I was born in Lanark but moved south at a young age, and grew up in Canterbury. I returned North of the border to study in Glasgow, where I graduated. Then to London where I followed a career in the civil service before deciding to return to university and further my interest in the Enlightenment by completing an MA in Eighteenth Century Studies at King’s College London, in partnership with the British Museum. I also made a failed bid to realise an ambition to compete in University Challenge. During my MA, I became particularly interested in the development of mapping in the Enlightenment and this took me back to Scotland again, academically if not actually, and I wrote my dissertation on the Military Survey of Scotland. I am now starting PhD research at Reading on the representation of the Highlands after the 1745-6 rebellion.

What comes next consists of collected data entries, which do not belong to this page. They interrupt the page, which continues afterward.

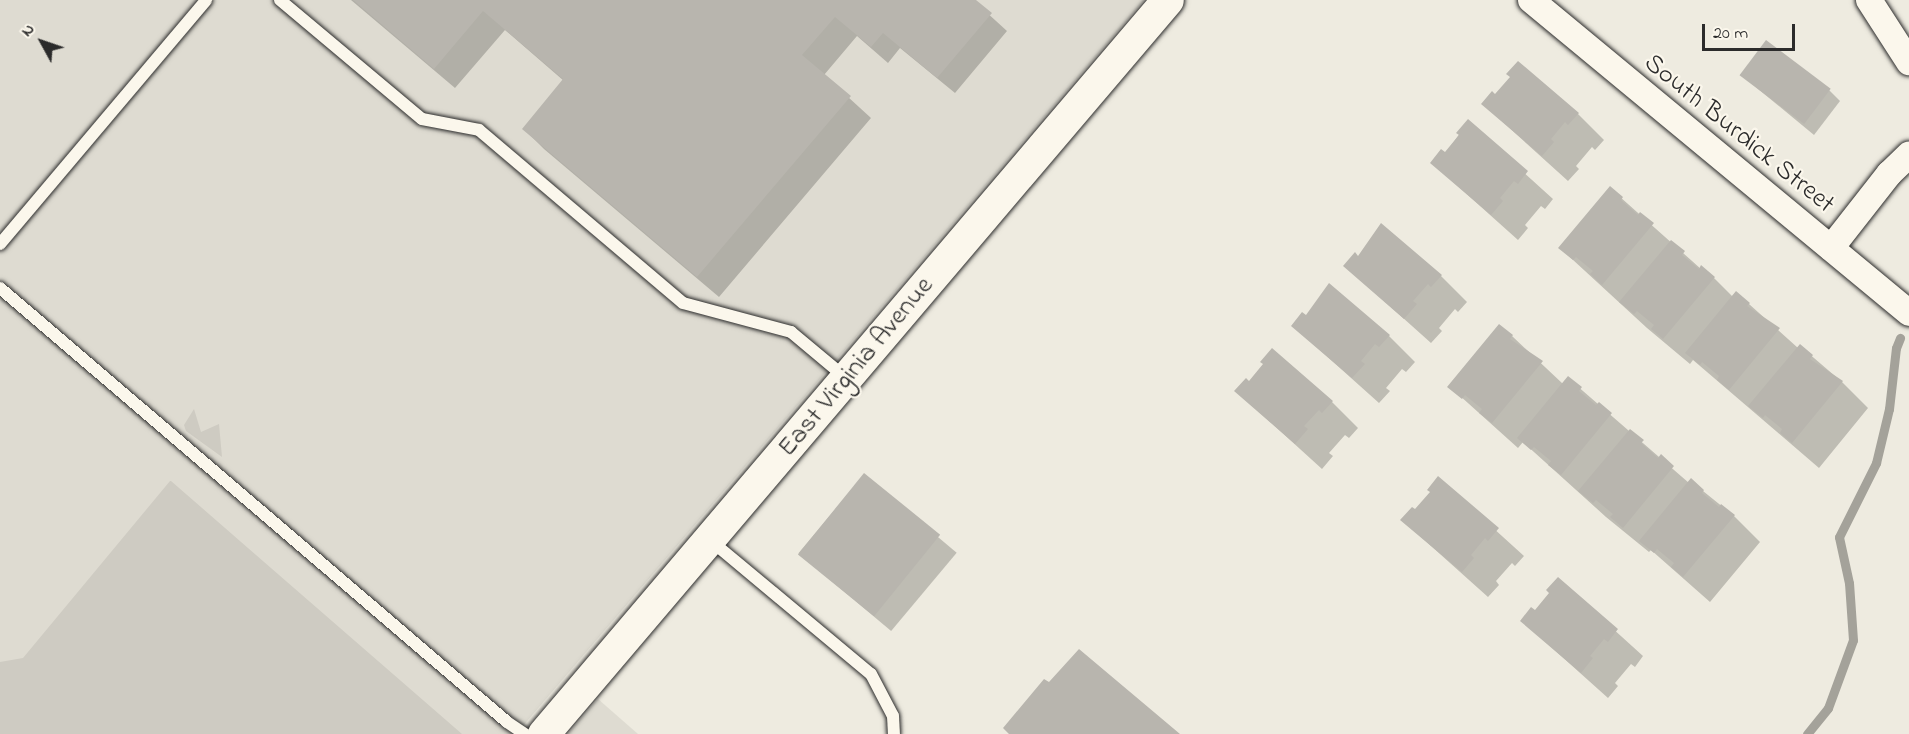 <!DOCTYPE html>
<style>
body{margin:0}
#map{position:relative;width:1909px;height:734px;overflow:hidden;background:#eeebe0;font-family:"Indie Flower",sans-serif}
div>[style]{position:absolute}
.built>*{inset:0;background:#dedbd1}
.green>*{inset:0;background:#cecbc2}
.shadow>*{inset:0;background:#0003;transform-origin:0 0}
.stream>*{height:9px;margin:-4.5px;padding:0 4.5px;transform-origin:4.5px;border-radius:4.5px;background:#a4a29a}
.building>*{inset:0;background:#b8b5ae;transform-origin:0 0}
.roads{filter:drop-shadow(0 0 2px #2b2b2b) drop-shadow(0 0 2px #2b2b2b)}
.service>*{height:12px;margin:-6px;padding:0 6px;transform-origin:6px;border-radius:6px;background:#fbf7ec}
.minor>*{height:26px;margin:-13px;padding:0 13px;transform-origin:13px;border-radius:13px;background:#fbf7ec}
.tertiary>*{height:32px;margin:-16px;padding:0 16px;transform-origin:16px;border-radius:16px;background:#fbf7ec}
span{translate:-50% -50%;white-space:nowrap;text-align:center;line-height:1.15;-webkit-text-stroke:4.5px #fbf7ec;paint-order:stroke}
.street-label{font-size:27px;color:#2b2b2b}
.north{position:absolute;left:12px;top:12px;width:60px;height:60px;-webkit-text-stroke:4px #fbf7ec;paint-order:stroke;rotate:310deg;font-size:16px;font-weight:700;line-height:24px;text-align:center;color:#2b2b2b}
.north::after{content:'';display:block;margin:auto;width:21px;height:27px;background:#2b2b2b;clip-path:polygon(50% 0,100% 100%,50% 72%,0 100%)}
.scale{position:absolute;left:1702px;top:24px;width:93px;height:27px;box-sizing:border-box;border:3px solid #2b2b2b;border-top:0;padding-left:8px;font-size:18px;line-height:21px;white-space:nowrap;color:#2b2b2b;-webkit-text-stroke:4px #fbf7ec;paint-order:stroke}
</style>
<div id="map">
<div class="built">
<i style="clip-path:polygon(0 0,1144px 0,516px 734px,0 734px)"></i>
<i style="clip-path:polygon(598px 699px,638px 734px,568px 734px)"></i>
</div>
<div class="green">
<i style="clip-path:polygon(194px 409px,201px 432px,219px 424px,222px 457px,186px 431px,184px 425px)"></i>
<i style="clip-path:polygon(170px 481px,171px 481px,462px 734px,0 734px,0 662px,23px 658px)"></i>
</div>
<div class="shadow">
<i style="clip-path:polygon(351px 0,973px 0,1007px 31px,955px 93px,900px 48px,888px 63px,857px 36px,824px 75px,871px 118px,719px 297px,544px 149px,524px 129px,564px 81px,505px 30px,455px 88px)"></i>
<i style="clip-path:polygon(1740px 74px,1829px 90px,1840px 101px,1814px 135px)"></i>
<i style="clip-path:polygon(1496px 96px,1578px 114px,1604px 140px,1595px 150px,1592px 147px,1576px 166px,1579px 169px,1568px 181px,1483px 104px)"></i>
<i style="clip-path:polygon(1468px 122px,1553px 199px,1545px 209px,1541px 206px,1525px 225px,1528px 228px,1518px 240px,1432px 163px,1445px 154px)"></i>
<i style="clip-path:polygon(1610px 188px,1701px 269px,1714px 278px,1733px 297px,1749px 304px,1798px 348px,1800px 346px,1842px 382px,1868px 408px,1819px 468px,1693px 360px,1690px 364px,1647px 328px,1560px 248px)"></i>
<i style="clip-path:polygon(1358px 258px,1441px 276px,1467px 302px,1458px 312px,1455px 309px,1439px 328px,1442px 331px,1431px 343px,1345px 266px)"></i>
<i style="clip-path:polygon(1293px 326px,1389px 336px,1415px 362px,1406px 372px,1402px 369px,1386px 388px,1390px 391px,1379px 403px)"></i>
<i style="clip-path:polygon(1512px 336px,1563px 384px,1568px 378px,1689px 483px,1703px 491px,1734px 516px,1760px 542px,1710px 602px,1651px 550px,1649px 552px,1606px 517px,1523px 442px,1518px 448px,1449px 386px)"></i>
<i style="clip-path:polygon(1265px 365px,1332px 402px,1358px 428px,1349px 438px,1345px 435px,1329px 453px,1333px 456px,1322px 469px,1236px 391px,1249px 383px)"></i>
<i style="left:864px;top:475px;width:121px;height:102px;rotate:40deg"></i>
<i style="clip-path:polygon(1438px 478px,1524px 556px,1515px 566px,1512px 563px,1496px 581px,1499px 585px,1488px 597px,1402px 520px,1415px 511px,1432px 492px)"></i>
<i style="clip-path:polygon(1558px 579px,1643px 656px,1635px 667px,1631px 664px,1615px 683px,1618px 686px,1608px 698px,1522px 621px,1535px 612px,1551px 593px)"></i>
</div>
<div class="stream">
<i style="left:1807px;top:734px;width:33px;rotate:-51deg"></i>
<i style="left:1828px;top:708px;width:72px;rotate:-69.8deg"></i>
<i style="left:1853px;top:640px;width:57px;rotate:-94deg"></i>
<i style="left:1849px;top:583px;width:47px;rotate:-102.3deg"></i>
<i style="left:1839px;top:537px;width:83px;rotate:-63.4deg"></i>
<i style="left:1876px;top:463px;width:56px;rotate:-76.5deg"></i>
<i style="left:1889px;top:409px;width:61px;rotate:-83.5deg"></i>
<i style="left:1896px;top:348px;width:11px;rotate:-68deg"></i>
</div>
<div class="building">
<i style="clip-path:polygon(353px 0,976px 0,992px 13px,937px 78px,883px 33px,871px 47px,835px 17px,802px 55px,851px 96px,697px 277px,522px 129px,563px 79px,483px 11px,434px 69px)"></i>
<i style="left:1766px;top:40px;width:81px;height:44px;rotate:37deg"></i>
<i style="clip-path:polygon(1518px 61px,1579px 113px,1568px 125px,1565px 122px,1551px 139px,1554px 142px,1542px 156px,1481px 104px,1492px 91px,1495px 94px,1510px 77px,1506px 74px)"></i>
<i style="clip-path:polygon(1468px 119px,1528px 171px,1518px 184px,1514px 181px,1500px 198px,1503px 201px,1491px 215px,1430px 163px,1441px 149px,1445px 152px,1459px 135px,1456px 133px)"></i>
<i style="clip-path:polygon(1610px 186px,1623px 197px,1621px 200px,1638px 215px,1640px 212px,1654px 223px,1602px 285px,1590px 274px,1593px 271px,1576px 257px,1573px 260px,1558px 248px)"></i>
<i style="clip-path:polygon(1381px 223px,1442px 275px,1431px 287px,1428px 284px,1413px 301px,1417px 304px,1404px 319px,1343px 266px,1355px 252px,1358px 256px)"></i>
<i style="clip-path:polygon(1671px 240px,1685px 251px,1682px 255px,1699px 269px,1701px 265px,1715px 277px,1663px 339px,1651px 329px,1654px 325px,1637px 311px,1634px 314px,1619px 302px)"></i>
<i style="clip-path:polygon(1329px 283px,1390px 335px,1379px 347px,1375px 344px,1361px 361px,1365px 364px,1352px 378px,1291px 326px,1302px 312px,1306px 315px)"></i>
<i style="clip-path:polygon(1736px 291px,1750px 303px,1747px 306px,1780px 328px,1729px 390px,1717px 380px,1719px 376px,1702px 362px,1700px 365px,1685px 353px)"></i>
<i style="clip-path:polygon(1499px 324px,1513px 335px,1510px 339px,1543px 361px,1492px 423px,1479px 413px,1482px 409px,1465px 395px,1462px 399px,1447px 387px)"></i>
<i style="clip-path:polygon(1800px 344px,1813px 355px,1810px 359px,1843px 381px,1792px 443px,1780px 433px,1782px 429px,1765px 415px,1763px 418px,1748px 406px)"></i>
<i style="clip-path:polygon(1272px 348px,1333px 401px,1322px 413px,1319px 410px,1304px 426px,1308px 429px,1295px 444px,1234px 391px,1246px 378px,1249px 381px,1263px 364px,1260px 362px)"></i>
<i style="clip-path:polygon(1568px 376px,1582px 387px,1579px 391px,1596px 405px,1599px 402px,1612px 413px,1561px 475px,1548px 465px,1551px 461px,1534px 447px,1531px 450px,1517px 438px)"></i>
<i style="clip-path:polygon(1630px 429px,1644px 440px,1641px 443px,1658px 458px,1661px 454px,1674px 466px,1623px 528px,1610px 517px,1613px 514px,1596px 500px,1593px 503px,1578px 491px)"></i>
<i style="left:864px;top:473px;width:98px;height:105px;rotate:39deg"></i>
<i style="clip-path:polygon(1438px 476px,1499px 528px,1488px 541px,1485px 538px,1471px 555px,1474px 558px,1462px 572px,1400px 520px,1412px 507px,1415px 509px,1430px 492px,1427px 490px)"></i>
<i style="clip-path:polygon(1691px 478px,1704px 490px,1702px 493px,1719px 507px,1721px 504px,1735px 515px,1683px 577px,1671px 567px,1674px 563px,1657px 549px,1654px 553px,1639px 541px)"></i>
<i style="clip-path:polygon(1558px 577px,1618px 629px,1608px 642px,1604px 639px,1590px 656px,1593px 658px,1581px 673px,1520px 621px,1531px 607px,1535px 610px,1549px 593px,1546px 590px)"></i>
<i style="clip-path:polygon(1079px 649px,1180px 734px,1009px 734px,1003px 728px,1044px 679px,1049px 682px)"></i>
</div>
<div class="roads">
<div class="service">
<i style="left:280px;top:0;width:185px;rotate:40deg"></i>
<i style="left:422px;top:119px;width:58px;rotate:10.9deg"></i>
<i style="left:479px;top:130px;width:267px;rotate:40.3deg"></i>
<i style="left:683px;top:303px;width:112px;rotate:15deg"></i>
<i style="left:791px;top:332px;width:72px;rotate:39.9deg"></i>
<i style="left:0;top:244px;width:319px;rotate:-49.8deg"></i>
<i style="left:0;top:288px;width:667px;rotate:40.56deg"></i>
<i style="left:507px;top:722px;width:22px;rotate:34deg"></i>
<i style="left:710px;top:540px;width:209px;rotate:39.8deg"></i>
<i style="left:871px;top:674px;width:47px;rotate:62.4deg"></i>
<i style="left:893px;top:716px;width:18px;rotate:87deg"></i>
</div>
<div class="minor">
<i style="left:1531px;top:0;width:491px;rotate:39.6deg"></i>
<i style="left:1869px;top:0;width:74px;rotate:57.2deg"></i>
<i style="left:1831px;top:248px;width:94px;rotate:-51.9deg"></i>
<i style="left:1889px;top:174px;width:28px;rotate:-44deg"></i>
</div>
<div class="tertiary">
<i style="left:544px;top:734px;width:963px;rotate:-49.63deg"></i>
</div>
</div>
<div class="street-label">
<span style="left:1739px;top:134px;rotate:39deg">South Burdick Street</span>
<span style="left:856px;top:367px;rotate:-50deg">East Virginia Avenue</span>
</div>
<div class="north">N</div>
<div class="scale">20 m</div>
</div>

I am interested in the reconstruction of Scotland after the Jacobite rebellion on 1745-6, and particularly the way in which the Highlands and Highlanders were represented both by themselves and others within Scotland and England, in official correspondence and reports, travel accounts, maps and other visual representations. I am interested in the extent to which a narrative developed, which portrayed the Highlands as ‘barbarous’ and in need of civilisation and the extent to which this influence or justified legal and military measures in the post-rebellion period.
Outside History I like cooking, real ale and watching Crystal Palace play or try to play football.